I'm running a little experiment on a few tests. I'll have to follow up tomorrow to let you know if it works for all of my tests, but so far I'm having luck with it.

For almost all screens: FBSnapshotVerifyView(UIImageView(image: croppedImage), identifier: identifier, perPixelTolerance: 6/256) // tried this number after seeing it higher up in this thread

This fixed most of my failures, but screens that use transparent elements still fail. For screens with transparent elements (where alpha < 1), this is actually passing for me: FBSnapshotVerifyView(UIImageView(image: croppedImage), identifier: identifier, overallTolerance: 0.02)

Again, these successes are based on a very small sampling of tests that are currently passing. Nearly all screens are being verified with the per pixel value, as we don't use a whole lot of transparency. I'll update this post tomorrow when I know whether or not it's a success.

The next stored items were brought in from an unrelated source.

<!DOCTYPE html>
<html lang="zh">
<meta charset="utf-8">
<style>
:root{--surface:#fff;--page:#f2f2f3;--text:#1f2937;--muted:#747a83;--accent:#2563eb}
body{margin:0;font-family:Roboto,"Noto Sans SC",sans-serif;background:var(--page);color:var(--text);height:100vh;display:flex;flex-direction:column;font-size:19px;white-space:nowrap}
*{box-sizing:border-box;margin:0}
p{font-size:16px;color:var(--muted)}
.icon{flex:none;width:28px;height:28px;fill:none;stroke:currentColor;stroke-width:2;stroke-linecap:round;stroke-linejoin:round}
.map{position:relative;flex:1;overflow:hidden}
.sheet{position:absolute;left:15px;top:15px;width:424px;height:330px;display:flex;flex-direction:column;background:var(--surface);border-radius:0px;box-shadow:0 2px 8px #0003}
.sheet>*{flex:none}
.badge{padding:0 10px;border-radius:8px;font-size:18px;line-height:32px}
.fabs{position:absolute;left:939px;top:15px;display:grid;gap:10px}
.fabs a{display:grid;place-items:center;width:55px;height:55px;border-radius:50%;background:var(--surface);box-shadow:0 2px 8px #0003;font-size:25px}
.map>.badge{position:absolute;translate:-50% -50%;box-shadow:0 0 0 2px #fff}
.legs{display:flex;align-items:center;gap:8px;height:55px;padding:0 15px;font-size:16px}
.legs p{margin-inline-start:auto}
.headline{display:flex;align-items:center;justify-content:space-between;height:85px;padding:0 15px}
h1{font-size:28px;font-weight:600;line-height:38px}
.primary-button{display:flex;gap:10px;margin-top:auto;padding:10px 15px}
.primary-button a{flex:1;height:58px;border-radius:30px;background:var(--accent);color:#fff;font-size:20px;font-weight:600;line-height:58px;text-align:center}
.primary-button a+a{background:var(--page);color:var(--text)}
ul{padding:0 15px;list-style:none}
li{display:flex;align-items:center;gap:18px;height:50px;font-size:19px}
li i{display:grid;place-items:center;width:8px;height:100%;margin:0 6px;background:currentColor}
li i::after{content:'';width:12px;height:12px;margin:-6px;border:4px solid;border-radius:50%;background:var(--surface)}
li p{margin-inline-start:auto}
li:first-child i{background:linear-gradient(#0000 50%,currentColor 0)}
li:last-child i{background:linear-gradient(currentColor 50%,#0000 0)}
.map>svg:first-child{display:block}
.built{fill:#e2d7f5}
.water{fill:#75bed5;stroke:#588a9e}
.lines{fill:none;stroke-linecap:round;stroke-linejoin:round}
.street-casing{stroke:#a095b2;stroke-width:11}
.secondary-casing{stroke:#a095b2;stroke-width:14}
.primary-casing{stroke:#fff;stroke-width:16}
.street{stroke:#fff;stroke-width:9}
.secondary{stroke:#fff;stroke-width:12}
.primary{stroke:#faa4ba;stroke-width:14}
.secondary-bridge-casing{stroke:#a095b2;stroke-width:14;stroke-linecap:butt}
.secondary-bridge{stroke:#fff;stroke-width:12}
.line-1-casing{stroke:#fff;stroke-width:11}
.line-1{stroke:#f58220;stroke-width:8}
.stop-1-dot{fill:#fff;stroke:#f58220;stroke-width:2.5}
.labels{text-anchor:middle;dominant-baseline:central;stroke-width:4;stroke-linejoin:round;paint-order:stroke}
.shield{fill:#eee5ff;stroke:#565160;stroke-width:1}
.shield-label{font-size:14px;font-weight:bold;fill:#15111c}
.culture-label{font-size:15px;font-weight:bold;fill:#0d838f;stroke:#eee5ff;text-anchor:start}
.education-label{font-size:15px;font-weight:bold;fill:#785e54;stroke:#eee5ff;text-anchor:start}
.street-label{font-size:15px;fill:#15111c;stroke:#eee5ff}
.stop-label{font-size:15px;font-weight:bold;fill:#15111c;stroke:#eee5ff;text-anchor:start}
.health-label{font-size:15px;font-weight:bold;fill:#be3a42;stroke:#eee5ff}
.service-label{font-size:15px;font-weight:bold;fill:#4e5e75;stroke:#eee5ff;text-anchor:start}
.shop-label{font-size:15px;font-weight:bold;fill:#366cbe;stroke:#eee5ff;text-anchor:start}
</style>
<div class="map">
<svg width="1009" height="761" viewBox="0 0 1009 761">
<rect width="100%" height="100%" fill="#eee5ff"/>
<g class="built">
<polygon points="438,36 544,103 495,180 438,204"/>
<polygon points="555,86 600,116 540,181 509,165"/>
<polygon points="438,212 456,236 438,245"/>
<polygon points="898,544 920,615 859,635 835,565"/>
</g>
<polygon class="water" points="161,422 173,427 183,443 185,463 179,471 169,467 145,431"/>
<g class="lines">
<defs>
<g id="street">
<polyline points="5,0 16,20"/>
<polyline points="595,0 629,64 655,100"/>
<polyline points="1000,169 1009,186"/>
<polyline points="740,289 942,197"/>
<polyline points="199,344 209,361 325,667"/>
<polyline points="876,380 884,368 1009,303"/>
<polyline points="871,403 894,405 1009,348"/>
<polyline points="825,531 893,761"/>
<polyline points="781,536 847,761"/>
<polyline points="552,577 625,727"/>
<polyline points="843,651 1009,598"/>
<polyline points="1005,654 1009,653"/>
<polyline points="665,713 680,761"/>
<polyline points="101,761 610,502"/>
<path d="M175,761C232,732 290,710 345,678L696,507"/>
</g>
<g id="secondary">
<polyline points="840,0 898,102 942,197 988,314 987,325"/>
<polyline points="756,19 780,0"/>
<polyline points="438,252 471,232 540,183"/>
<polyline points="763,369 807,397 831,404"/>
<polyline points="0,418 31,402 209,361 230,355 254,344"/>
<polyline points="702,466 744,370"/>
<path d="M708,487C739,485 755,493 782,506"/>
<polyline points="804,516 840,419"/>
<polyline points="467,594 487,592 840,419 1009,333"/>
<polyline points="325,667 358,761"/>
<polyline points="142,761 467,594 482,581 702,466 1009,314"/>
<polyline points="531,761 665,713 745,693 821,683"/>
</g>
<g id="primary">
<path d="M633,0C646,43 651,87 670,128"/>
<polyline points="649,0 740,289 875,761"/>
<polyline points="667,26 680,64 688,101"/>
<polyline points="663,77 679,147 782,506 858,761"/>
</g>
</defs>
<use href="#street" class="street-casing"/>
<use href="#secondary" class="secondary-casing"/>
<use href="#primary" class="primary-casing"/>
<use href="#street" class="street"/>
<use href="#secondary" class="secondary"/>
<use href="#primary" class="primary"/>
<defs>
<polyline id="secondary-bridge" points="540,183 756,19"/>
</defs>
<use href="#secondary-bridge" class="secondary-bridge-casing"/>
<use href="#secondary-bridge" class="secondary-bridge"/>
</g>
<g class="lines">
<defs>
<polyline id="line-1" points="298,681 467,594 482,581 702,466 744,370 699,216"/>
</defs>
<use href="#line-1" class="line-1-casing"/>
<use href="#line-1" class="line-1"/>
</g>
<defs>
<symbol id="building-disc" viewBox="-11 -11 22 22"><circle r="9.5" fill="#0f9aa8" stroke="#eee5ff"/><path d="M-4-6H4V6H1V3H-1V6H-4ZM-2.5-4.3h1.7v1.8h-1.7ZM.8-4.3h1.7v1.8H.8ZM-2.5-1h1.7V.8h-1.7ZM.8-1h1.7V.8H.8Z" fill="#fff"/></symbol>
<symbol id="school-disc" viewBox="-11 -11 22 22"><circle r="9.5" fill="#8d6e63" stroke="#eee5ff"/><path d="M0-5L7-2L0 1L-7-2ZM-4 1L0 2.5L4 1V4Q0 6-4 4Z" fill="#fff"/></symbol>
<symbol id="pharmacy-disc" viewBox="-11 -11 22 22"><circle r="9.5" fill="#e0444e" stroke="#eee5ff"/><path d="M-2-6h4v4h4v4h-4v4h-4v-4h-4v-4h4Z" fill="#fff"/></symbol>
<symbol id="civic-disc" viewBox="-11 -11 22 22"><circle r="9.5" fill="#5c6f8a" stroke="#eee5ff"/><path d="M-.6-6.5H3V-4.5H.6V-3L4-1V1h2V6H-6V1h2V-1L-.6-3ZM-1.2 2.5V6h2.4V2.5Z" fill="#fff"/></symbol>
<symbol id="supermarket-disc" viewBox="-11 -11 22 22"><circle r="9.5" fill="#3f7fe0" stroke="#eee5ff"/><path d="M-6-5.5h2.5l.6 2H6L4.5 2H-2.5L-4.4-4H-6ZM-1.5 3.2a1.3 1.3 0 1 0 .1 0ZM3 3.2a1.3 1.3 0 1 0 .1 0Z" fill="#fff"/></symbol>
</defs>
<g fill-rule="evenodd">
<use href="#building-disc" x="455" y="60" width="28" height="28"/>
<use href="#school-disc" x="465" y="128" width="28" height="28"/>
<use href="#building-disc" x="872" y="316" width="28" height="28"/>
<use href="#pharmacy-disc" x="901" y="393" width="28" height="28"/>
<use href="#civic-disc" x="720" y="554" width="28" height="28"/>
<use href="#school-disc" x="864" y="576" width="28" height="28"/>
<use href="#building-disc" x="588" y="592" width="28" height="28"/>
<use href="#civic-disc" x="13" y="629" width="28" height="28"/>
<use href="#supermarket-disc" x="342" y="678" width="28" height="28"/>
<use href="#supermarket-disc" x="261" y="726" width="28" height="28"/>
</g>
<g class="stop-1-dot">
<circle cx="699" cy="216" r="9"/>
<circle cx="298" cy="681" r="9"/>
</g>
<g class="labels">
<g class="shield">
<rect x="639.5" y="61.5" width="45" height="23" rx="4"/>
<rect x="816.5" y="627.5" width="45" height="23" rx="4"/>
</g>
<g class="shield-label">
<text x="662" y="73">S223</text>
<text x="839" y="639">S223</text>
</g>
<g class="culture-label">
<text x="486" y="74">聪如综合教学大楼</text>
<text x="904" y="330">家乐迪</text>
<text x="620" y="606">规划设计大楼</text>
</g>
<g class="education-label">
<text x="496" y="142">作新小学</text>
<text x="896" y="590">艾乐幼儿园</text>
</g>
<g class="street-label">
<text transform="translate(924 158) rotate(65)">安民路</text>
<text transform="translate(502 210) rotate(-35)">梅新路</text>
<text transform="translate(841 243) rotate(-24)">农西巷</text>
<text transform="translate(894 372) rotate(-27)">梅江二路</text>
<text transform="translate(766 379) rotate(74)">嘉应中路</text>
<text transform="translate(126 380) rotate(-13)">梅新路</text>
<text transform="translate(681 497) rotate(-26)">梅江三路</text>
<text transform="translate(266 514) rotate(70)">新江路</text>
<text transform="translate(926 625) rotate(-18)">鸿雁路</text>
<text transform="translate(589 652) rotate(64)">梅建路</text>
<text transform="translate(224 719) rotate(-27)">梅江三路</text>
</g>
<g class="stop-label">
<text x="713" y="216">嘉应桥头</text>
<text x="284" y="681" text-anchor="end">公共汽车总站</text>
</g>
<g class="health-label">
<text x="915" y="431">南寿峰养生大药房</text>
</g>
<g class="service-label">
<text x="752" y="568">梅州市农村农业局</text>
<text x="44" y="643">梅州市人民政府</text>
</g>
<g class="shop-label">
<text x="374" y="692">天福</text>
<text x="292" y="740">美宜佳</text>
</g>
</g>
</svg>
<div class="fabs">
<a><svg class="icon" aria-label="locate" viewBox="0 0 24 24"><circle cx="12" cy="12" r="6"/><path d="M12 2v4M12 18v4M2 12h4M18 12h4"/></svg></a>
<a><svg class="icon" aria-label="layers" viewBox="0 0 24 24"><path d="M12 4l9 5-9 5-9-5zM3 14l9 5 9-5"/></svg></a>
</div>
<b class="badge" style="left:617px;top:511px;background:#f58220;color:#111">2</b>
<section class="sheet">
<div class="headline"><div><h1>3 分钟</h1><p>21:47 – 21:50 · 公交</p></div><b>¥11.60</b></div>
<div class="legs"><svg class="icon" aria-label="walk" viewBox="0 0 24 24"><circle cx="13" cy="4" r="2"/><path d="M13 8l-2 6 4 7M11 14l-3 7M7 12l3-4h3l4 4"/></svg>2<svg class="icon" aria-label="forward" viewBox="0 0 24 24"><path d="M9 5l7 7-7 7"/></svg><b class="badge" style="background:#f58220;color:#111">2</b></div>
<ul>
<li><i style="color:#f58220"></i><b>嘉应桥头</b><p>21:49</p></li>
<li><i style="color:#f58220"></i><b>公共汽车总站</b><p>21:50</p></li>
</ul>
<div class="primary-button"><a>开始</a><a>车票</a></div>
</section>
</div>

@JustinDSN Unfortunately, I'm going to have to spend more time on this until I know exactly which values are going to work for us.

The per pixel value of 6/256 is working for most screens, but the overall tolerance is giving me problems. It seems like screens that incorporate a transparency or use the fullscreen modal that was new to iOS 13 must be compared using overall tolerance. I've seen the tests pass locally with an overall tolerance value as low as 0.02 but when I run the tests on CI, even 0.25 isn't enough for one particular screen. (For the others, it's fine.) I'm trying a value of 0.30 on CI right now to see what happens. Even if that passes, it's way too high of a threshold to give me any sort of confidence that this is an effective and worthwhile comparison. (Update: It failed at 0.30 too. Just for that particular screen.)

To make things a little more fun, I do have a screen that definitely uses transparency and passes perfectly with a per pixel comparison. It's nearly identical to that one screen that I can't get a passing screenshot comparison on using per pixel or overall tolerance. (Mentioned in the previous paragraph.) Our CI build machine uses an older version of Xcode than I do - which isn't ideal, of course - so maybe that's part of it?

I'm still working with the same small sampling of tests. I'll scale this and update this thread again as soon as I figure out the floor of this overall tolerance threshold and apply it to more tests.

pigeon56 avatar May 06 '20 21:05 pigeon56

OOI does going up from 6/256 also fix your issuesd without having to use an overall tolerance?

samskiter avatar May 11 '20 12:05 samskiter

@samskiter It fixed the problem in some places, but not all. Also, my results are based on images that I took from my machine as the reference images. I don't know if the result would change if my colleague would have recently uploaded a reference image.

Despite some successes with the perPixel screen comparison, I'm just not confident in these tests anymore. I've already spent too much time trying to salvage them, and it's just not sustainable. This is a huge let down because they were really valuable to our organization. In fact, we caught a bug yesterday morning in a screen where the comparison is still working.

Short answer to your question: No. At the very least, screens where some form of transparency is used are definitely going to give you problems with a perPixel tolerance measurement.

pigeon56 avatar May 13 '20 20:05 pigeon56

That's frustrating. We also depend heavily on these!

samskiter avatar May 14 '20 11:05 samskiter

Were folks able to find any solution or workaround for this?

tirodkar avatar Jun 16 '20 23:06 tirodkar

No solution yet to this problem? just add perPixelTolerance: 6 / 256 where transparency, blur, etc. is used? This didn't work for me.

david6p2 avatar Aug 04 '21 18:08 david6p2